进厂交通洞的岩壁渗出潮湿的寒气,把午后的时光浸得沉甸甸的。这条仅容两车并行的洞子像条沉默的巨蟒,盘踞在山体深处。老张佝偻着腰,像块被岁月磨圆的岩石,双手攥着那根注浆管往锚杆孔里送。管身被磨得发亮,泛着金属特有的冷光,表面沾着的灰白浆液已经半干,像谁随手抹上去的星子,在灯光的照射下显出粗糙的颗粒感。

他身后的输浆管盘踞在地上,像条刚饱餐过的粗笨青蛇,PVC管身被压力撑得微微颤动。管子顺着洞壁一路蜿蜒,那头连着洞口方向的注浆泵,嗡嗡的机器声顺着岩壁传导过来,像是巨蟒低沉的呼吸,和着远处装载机驶过的轰鸣,在狭窄的洞室里撞出浑浊的回声。浆液正顺着透明的管壁慢慢往孔里渗,能看见灰白色的流体在管内缓缓移动,像冻住的牛奶被悄悄解冻。

“这活儿没啥巧的,就是得盯紧了。”老张的声音混着机器的轰鸣有些发闷,他清了清嗓子,喉结在满是汗渍的脖颈上滚动了一下。安全帽的带子勒出两道红痕,顺着脸颊往下,藏进沾满灰尘的衣领里。他眼睛直勾勾瞅着孔口,睫毛上落着细小的岩粉,每当浆液快要漫出来的瞬间,右手的青筋就会猛地鼓起 —— 那是常年用力留下的印记。

“小李,关小点!”他突然侧过脸喊了一声,声音穿过两米外的光影。蹲在注浆泵旁的小伙子赶紧旋动阀门,压力表的指针慢悠悠往下落了两格。老张这才松了口气,左手往腰后摸了摸,想扯扯被汗水浸透的工作服,却发现后背的布料早就黏在皮肤上,像贴了块湿膏药。洞壁上凝结的水珠不时滴落,在他脚边积成小小的水洼,映着头顶晃动的灯光。

“多了浪费,少了不实,就得刚好把孔填满。”他说着,腾出一只手抹了把下巴上的汗。掌心沾着的浆液蹭在脸上,从嘴角一直延伸到耳根,像画了道歪歪扭扭的白胡子。交通洞中段的通风不如洞口通畅,湿热的空气裹着水泥灰的味道,扑在人脸上像盖了层薄被子,连呼吸都带着沉甸甸的颗粒感。

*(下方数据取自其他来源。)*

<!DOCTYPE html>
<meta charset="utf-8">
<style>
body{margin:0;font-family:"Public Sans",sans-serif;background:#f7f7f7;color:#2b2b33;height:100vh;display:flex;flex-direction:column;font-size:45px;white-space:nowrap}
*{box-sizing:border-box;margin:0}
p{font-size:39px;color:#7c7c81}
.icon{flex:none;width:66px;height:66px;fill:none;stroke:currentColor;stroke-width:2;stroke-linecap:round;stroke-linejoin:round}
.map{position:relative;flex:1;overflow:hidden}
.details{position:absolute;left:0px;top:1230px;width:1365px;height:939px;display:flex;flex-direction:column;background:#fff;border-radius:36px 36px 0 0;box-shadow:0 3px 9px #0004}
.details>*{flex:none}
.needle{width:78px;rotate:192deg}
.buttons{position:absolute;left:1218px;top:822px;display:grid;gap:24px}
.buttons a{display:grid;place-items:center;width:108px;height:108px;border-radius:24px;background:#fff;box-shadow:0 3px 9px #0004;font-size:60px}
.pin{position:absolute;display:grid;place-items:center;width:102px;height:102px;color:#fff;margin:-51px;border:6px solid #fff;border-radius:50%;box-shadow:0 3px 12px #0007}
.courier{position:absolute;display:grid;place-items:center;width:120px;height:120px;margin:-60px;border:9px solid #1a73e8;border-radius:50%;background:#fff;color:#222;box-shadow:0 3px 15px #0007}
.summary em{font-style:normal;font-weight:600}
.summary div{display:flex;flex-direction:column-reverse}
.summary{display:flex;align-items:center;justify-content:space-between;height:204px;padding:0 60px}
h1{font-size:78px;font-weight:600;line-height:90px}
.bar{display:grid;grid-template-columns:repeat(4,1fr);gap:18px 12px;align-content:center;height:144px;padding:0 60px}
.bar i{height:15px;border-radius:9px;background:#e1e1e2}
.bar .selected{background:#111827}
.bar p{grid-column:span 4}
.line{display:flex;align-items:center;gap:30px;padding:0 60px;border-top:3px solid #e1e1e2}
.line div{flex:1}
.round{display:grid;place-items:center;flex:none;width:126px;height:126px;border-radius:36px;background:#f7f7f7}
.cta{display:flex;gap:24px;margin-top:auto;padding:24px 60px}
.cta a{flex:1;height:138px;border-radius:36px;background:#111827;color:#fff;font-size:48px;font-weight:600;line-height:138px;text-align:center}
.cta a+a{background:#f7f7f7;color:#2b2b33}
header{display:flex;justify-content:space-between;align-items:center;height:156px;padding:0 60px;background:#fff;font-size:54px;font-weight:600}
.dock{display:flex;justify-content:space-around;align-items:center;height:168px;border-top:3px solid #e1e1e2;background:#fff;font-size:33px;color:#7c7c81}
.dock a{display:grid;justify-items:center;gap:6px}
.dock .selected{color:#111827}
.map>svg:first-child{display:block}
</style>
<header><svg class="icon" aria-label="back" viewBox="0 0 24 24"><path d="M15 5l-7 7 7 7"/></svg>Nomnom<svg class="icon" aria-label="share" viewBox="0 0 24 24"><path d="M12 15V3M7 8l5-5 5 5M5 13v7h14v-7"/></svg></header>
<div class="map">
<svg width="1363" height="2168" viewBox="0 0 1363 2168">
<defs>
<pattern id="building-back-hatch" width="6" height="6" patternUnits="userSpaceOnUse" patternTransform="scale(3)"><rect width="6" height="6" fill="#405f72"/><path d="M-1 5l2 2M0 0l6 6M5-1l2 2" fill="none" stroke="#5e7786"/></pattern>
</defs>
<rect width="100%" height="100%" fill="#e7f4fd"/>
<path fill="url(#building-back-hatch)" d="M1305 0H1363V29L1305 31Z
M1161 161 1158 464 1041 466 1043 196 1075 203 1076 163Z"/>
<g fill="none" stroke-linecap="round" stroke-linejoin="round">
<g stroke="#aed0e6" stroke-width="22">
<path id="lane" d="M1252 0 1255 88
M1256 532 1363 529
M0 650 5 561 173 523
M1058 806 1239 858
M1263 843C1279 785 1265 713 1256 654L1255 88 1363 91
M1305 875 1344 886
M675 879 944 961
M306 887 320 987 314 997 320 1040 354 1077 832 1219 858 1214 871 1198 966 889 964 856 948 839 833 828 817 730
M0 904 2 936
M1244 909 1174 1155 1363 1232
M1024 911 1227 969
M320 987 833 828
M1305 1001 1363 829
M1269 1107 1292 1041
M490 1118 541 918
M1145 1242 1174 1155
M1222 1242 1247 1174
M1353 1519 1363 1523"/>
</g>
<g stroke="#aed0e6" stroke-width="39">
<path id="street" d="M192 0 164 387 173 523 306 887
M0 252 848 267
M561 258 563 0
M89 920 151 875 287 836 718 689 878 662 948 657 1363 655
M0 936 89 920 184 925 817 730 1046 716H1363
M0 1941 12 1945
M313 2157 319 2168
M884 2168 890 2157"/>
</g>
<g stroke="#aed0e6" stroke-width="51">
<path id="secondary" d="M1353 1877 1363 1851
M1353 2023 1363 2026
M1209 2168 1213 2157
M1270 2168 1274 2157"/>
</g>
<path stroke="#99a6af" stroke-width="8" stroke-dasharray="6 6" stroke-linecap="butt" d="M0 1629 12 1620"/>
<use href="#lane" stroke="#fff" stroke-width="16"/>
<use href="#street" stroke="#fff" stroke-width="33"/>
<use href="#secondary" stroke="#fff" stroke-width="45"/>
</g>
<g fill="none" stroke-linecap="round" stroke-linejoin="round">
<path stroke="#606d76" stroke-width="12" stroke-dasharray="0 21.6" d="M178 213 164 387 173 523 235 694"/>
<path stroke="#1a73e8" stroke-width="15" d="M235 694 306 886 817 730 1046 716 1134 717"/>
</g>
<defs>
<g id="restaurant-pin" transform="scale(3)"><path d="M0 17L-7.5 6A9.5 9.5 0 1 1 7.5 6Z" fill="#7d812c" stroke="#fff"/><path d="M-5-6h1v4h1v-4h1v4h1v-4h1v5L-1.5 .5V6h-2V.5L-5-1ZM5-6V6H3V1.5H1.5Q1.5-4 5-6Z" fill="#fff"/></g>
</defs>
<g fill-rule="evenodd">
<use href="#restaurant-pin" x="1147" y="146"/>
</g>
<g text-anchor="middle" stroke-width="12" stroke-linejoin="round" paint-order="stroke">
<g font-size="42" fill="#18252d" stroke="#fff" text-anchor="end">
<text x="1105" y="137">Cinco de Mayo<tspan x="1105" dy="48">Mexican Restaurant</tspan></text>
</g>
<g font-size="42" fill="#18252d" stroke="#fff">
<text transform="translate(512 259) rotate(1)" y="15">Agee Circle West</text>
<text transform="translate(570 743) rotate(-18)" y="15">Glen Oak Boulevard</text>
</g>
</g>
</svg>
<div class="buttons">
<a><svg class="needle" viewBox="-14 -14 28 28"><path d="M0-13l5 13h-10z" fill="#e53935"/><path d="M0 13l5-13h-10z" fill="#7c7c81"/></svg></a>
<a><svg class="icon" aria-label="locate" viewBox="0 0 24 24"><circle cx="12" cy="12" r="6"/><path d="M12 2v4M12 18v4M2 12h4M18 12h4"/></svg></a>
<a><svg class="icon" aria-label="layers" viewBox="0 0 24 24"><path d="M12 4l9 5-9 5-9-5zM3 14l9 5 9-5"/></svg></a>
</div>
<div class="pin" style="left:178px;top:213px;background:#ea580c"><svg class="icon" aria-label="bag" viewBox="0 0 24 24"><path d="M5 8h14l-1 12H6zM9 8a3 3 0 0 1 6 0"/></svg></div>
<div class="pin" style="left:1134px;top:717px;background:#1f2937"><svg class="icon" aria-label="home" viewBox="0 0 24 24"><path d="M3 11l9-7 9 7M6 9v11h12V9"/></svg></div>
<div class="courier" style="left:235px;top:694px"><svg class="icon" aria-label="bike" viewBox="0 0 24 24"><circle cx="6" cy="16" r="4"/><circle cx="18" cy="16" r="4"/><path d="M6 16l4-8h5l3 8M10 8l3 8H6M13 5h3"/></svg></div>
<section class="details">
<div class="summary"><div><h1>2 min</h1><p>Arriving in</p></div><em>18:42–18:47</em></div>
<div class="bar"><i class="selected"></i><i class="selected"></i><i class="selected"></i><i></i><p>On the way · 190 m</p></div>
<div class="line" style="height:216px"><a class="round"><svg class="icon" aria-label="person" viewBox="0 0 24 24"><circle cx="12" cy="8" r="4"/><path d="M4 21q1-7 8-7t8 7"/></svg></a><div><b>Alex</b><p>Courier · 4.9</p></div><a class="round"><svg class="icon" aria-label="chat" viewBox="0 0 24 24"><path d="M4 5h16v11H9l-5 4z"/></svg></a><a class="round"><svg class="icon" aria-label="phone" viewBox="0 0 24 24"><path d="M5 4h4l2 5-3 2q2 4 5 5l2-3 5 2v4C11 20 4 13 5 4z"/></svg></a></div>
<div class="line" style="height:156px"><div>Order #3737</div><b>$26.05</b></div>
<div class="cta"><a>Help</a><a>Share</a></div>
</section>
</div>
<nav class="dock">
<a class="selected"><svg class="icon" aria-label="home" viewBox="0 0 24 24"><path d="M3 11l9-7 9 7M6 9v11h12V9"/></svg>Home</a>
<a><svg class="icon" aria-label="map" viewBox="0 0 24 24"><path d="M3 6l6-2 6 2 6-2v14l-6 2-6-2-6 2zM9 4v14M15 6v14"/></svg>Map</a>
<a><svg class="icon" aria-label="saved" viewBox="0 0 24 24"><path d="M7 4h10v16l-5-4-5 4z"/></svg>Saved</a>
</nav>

这已经是今天打的第二十三根锚杆了。从早上七点进洞开始,老张的胶鞋就没离开过这片潮湿的作业面。交通洞的底板还没浇筑混凝土,裸露的岩面上嵌着尖利的碎石,鞋底沾着的混凝土块结了层硬壳,每走一步都能听见“咔啦”的细碎声响,像是在给这单调的工作伴奏。

管子突然顿了一下,浆液流动的声音变得断断续续。老张眉头几不可察地皱了皱,左手稳住锚杆,右手慢慢把注浆管往外拔。管口脱离孔眼的瞬间,一股带着岩粉的凉气涌出来,扑在他汗津津的手背上。他把管子举到眼前,对着头顶的防爆灯瞅了瞅,果然在管口三分之一处堵着团灰黑色的凝固块。

“又堵了。”他咂咂嘴,从工装口袋里摸出根细铁丝。那铁丝被磨得发亮,一端弯成小小的弯钩,是他用了三年的老伙计。他把铁丝伸进管内,手腕轻轻转动着,动作熟得像吃饭夹菜。铁丝碰到堵塞物时发出细微的“咔嗒”声,在嘈杂的洞室里却异常清晰。

“堵了就得赶紧通,不然浆在管里凝了,整根都得废。”他边忙活边念叨,声音里带着点自己都没察觉的心疼。这根注浆管是上个月刚领的新家伙,现在管尾已经被磨出了细密的划痕。额头上的汗珠顺着安全帽带子往下滴,在下巴尖聚成水珠,然后“啪嗒”一声砸在满是水泥渍的工装上,洇出一小片深色的印子,很快又和周围的污渍融在一起。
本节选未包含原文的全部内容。